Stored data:
- - - - - - -
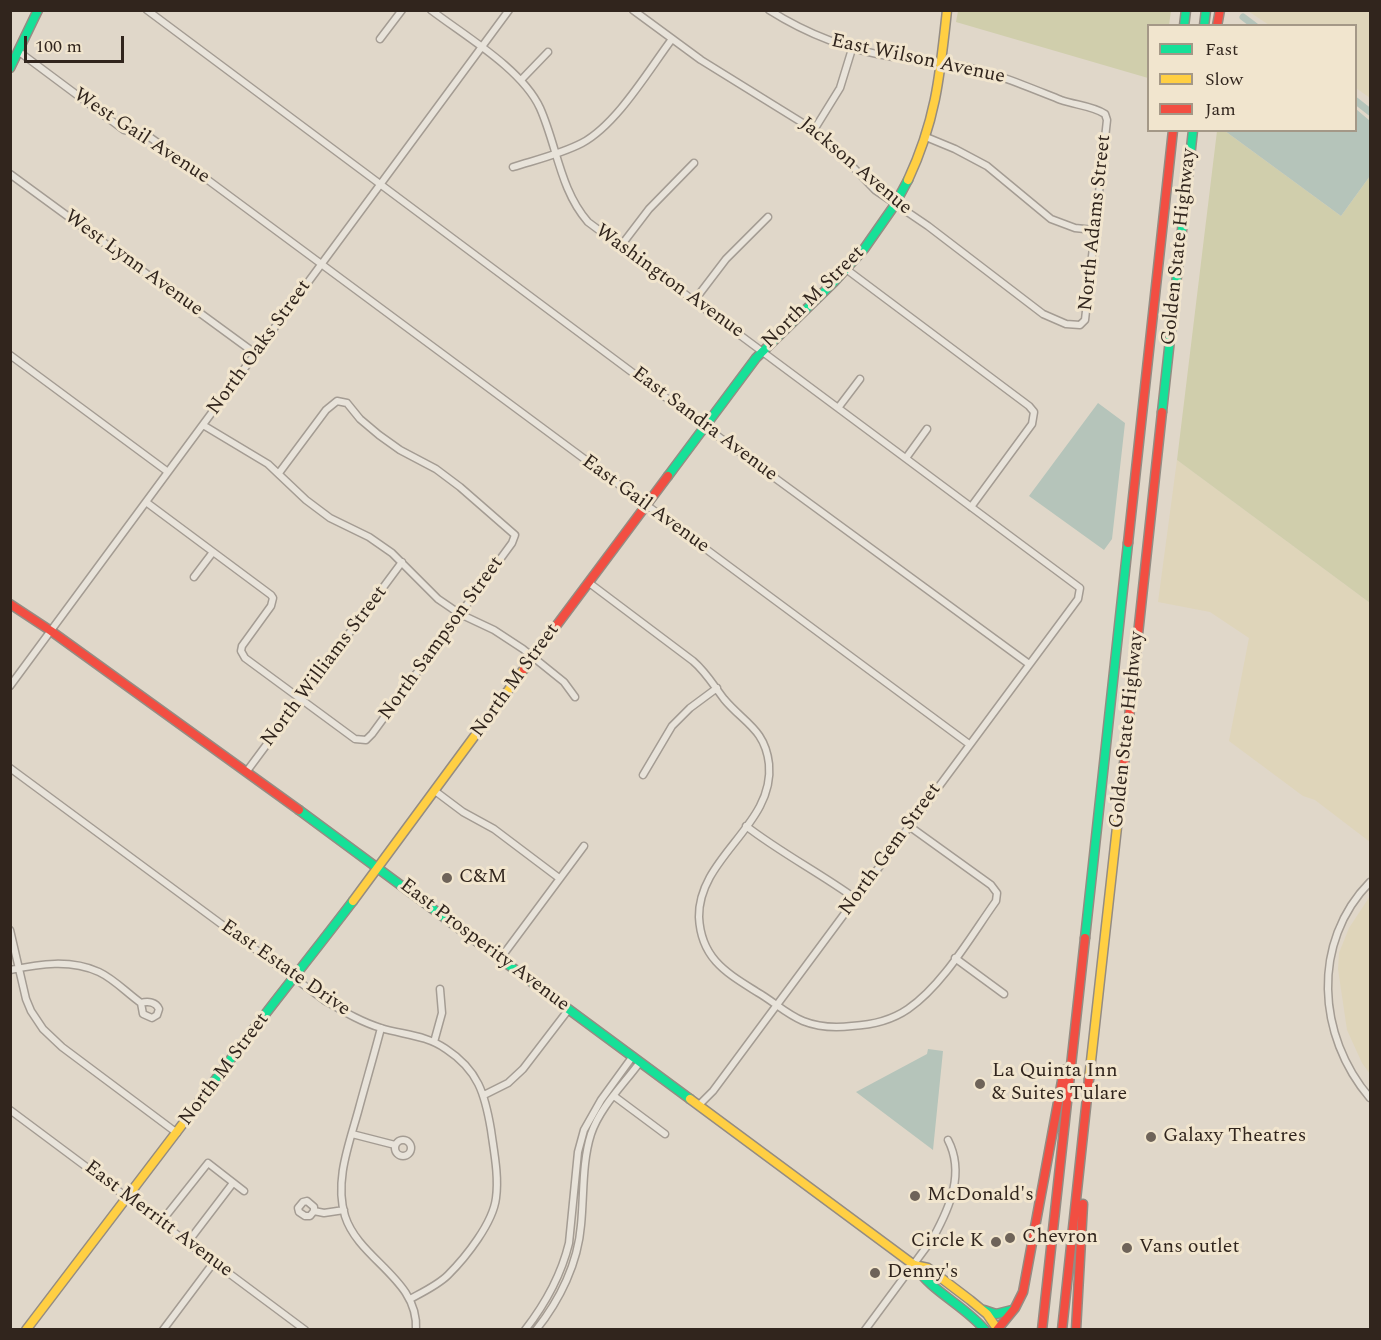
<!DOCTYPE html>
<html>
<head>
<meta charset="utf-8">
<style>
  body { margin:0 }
  #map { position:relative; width:1381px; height:1340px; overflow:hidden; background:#e0d7c9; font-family:Spectral,serif }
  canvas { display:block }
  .frame { position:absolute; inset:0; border:12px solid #31251d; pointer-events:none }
  .legend { position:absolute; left:1147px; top:24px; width:210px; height:108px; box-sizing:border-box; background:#f1e5ce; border:2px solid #a49887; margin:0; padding:8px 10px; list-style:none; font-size:18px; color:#31251d }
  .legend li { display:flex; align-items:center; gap:12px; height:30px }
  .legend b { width:30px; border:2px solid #a49887 }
  .scale { position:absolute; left:24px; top:36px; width:100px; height:27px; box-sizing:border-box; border:3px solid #31251d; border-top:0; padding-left:8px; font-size:18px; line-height:21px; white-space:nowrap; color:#31251d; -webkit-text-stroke:4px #f1e5ce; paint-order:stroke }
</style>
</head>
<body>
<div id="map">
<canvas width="1381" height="1340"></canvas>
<div class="frame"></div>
<ul class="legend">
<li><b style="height:8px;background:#16e098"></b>Fast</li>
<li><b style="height:8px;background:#ffcf43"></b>Slow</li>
<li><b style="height:8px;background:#f24e42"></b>Jam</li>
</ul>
<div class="scale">100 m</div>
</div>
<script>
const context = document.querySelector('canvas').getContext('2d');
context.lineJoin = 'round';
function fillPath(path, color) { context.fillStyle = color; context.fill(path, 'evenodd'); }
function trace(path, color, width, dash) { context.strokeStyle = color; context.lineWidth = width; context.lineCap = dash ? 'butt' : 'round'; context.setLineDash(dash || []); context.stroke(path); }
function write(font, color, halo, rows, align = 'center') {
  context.font = font + ' Spectral,serif'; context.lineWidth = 6; context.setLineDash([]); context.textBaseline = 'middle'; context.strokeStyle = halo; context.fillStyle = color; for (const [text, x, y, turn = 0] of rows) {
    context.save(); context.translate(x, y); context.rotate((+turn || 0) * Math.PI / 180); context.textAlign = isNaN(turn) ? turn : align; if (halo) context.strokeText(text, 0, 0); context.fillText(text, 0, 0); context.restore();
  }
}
fillPath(new Path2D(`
  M1248 11H1370V98L1356 88V26L1269 25Z
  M1177 460 1370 603V842L1315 800 1303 796 1229 741 1249 638 1210 612 1158 602Z
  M1370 896V1074L1362 1063 1347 1030 1338 969 1339 953 1349 928Z`), '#dfd5ba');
fillPath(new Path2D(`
  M958 11V10L1171 11 1169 25 1148 26V78L956 22Z
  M1217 131H1225L1341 216 1370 176V603L1177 460Z`), '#d0ceac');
fillPath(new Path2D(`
  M1356 109 1370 121V176L1341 216 1225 131 1356 130Z
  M1098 403 1125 423 1112 539 1104 550 1029 496Z
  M928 1049 943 1051 933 1150 856 1092 927 1054Z`), '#b5c4ba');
trace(new Path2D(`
  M1243 17 1255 26
  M1356 101 1370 112`), '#b5c4ba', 7);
const street = new Path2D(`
  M147 10 704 426 1029 664
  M431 10C465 36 522 69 540 108 557 146 560 190 588 222L1080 588 1078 599 713 1091 699 1105
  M633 10 701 60 814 130 832 145 875 190 928 226 1043 314 1066 324 1080 325 1085 320 1107 120 1105 114C1093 106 1075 105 1061 100 1028 87 996 73 961 66 939 61 916 60 893 57 848 50 807 34 769 10
  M380 39 402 10
  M18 51 124 130 148 136 158 143 969 744
  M521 80 548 52
  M814 130 840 88 852 49
  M926 137 955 149 987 166 1051 219 1075 228 1094 230
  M513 167C535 160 561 154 582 143 617 124 648 71 672 39
  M10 174 256 354
  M620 247 649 209 694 163
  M846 269 1029 406 1034 412 1032 424 971 507
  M694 301 726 259 768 217
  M10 355 168 472
  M838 408 860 379
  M203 425 268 464 306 500 330 518 369 537 392 553 438 599 460 614 494 630 523 649 564 682 575 697
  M906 458 927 429
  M146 502 271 595 273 598 271 606 242 646 241 651 245 658 355 739 366 740 372 734 512 543 515 535 460 487 436 469 400 450 379 435 360 419 347 403 337 401 326 410 279 473
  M194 577 213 552
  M588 582 693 661C706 672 714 686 724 699 744 723 765 729 769 764 775 825 698 857 699 917 701 959 727 973 757 992 773 1001 786 1014 803 1021 818 1027 836 1028 852 1026 871 1025 892 1020 908 1009 943 985 971 936 996 901L997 893 991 885 909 826
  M10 686 509 10
  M10 768 324 1000C343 1011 361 1022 381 1028 404 1035 426 1035 446 1049 478 1070 485 1094 491 1130 494 1152 499 1176 496 1198 493 1223 466 1257 448 1275 438 1285 423 1292 410 1299
  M247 771 402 562
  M643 775 672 726 690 708 717 688
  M435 791 463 812 494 829 559 878
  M746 826C781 853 820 873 856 899
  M1370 882C1311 942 1317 1036 1370 1098
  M10 930 26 999 31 1011 43 1029 62 1047 177 1133
  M955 958 1004 994
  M500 959 584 846
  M10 970C40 964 70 959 99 972 114 979 127 993 141 1003 148 1001 156 1002 159 1009L157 1015 152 1018 143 1014 141 1003
  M381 1028C374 1055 366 1082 359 1108 350 1142 334 1180 345 1216 359 1260 419 1279 416 1330
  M434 1042 442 1013 440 989
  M484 1095 508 1083 523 1069 569 1009
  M614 1096 665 1134
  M10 1110 305 1330
  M352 1134 395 1145
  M395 1148a8 8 0 1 1 16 0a8 8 0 1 1-16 0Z
  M314 1211V1207L307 1201 303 1202 298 1208 299 1212 305 1216H310L314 1211 324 1213 344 1210
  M161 1222 208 1163 244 1191
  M188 1242 233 1183
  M163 1330 214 1262
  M525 1330C546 1303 561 1276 569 1243L578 1152 584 1130 601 1100 633 1056
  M536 1330C560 1300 578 1263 581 1225 584 1195 582 1162 591 1134 600 1107 624 1084 640 1062
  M865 1330 933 1238C950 1207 965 1173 948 1140`);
const fast = new Path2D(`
  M1184 26 1186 10
  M1204 26 1206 10
  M10 68 38 10
  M1162 412 1193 130
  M668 476 756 358 834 282 864 249 894 206 908 180
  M299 810 690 1099
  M1085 938 1128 543
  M191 1113C242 1041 299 972 353 901
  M914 1265C932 1292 964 1305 985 1330
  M984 1310 996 1314 1012 1310`);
const slow = new Path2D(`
  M908 180C936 120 940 75 947 10
  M353 901 524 669
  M1089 1079 1124 764
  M690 1099 914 1265 928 1268 970 1300 987 1314 998 1330
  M26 1330 191 1113`);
const jam = new Path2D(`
  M1217 26 1220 10
  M1128 543 1173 130
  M10 604 51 631 299 810
  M524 669 668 476
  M1124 764 1162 412
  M997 1330 1015 1308 1023 1292 1064 1070
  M1042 1330 1085 938
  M1062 1330 1089 1079
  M1076 1330 1083 1204`);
trace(street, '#a49c93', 9);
trace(fast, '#948c83', 11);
trace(slow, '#948c83', 11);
trace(jam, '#948c83', 11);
trace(street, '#e8e3da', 6);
trace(fast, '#16e098', 8);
trace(slow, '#ffcf43', 8);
trace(jam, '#f24e42', 8);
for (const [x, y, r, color] of [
  [447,878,6,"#6e6359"],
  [980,1084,6,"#6e6359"],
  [1151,1137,6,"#6e6359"],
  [915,1196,6,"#6e6359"],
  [1010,1238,6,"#6e6359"],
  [996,1242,6,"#6e6359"],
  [1127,1248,6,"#6e6359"],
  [875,1273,6,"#6e6359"]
]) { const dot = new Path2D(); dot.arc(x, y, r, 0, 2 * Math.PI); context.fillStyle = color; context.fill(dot); trace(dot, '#f1e5ce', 2); }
write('20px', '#31251d', '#f1e5ce', [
  ["East Wilson Avenue",918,60,12],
  ["West Gail Avenue",141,137,33],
  ["Jackson Avenue",855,167,40],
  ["North Adams Street",1096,223,-84],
  ["Golden State Highway",1180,247,-84],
  ["West Lynn Avenue",133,264,36],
  ["Washington Avenue",669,282,36],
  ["North M Street",814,298,-45],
  ["North Oaks Street",260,348,-54],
  ["East Sandra Avenue",704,425,37],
  ["East Gail Avenue",645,505,36],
  ["North Sampson Street",442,639,-54],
  ["North Williams Street",325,667,-53],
  ["North M Street",516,681,-54],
  ["Golden State Highway",1128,730,-84],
  ["North Gem Street",891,850,-54],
  ["East Prosperity Avenue",484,946,37],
  ["East Estate Drive",285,969,35],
  ["North M Street",225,1070,-53],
  ["East Merritt Avenue",158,1220,37]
]);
write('20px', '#31251d', '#f1e5ce', [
  ["C&M",459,878],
  ["La Quinta Inn",992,1072],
  ["& Suites Tulare",992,1095],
  ["Galaxy Theatres",1163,1137],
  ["McDonald's",927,1196],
  ["Chevron",1022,1238],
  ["Circle K",984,1242,"right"],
  ["Vans outlet",1139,1248],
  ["Denny's",887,1273]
], 'left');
</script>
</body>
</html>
- - - - - - -
> _Your assignment_
Put down exactly the lines of the data above that run from its first line through the line bearing "function trace(path, color, width, dash)", and no pictures.

> _Output for this exercise_
<!DOCTYPE html>
<html>
<head>
<meta charset="utf-8">
<style>
  body { margin:0 }
  #map { position:relative; width:1381px; height:1340px; overflow:hidden; background:#e0d7c9; font-family:Spectral,serif }
  canvas { display:block }
  .frame { position:absolute; inset:0; border:12px solid #31251d; pointer-events:none }
  .legend { position:absolute; left:1147px; top:24px; width:210px; height:108px; box-sizing:border-box; background:#f1e5ce; border:2px solid #a49887; margin:0; padding:8px 10px; list-style:none; font-size:18px; color:#31251d }
  .legend li { display:flex; align-items:center; gap:12px; height:30px }
  .legend b { width:30px; border:2px solid #a49887 }
  .scale { position:absolute; left:24px; top:36px; width:100px; height:27px; box-sizing:border-box; border:3px solid #31251d; border-top:0; padding-left:8px; font-size:18px; line-height:21px; white-space:nowrap; color:#31251d; -webkit-text-stroke:4px #f1e5ce; paint-order:stroke }
</style>
</head>
<body>
<div id="map">
<canvas width="1381" height="1340"></canvas>
<div class="frame"></div>
<ul class="legend">
<li><b style="height:8px;background:#16e098"></b>Fast</li>
<li><b style="height:8px;background:#ffcf43"></b>Slow</li>
<li><b style="height:8px;background:#f24e42"></b>Jam</li>
</ul>
<div class="scale">100 m</div>
</div>
<script>
const context = document.querySelector('canvas').getContext('2d');
context.lineJoin = 'round';
function fillPath(path, color) { context.fillStyle = color; context.fill(path, 'evenodd'); }
function trace(path, color, width, dash) { context.strokeStyle = color; context.lineWidth = width; context.lineCap = dash ? 'butt' : 'round'; context.setLineDash(dash || []); context.stroke(path); }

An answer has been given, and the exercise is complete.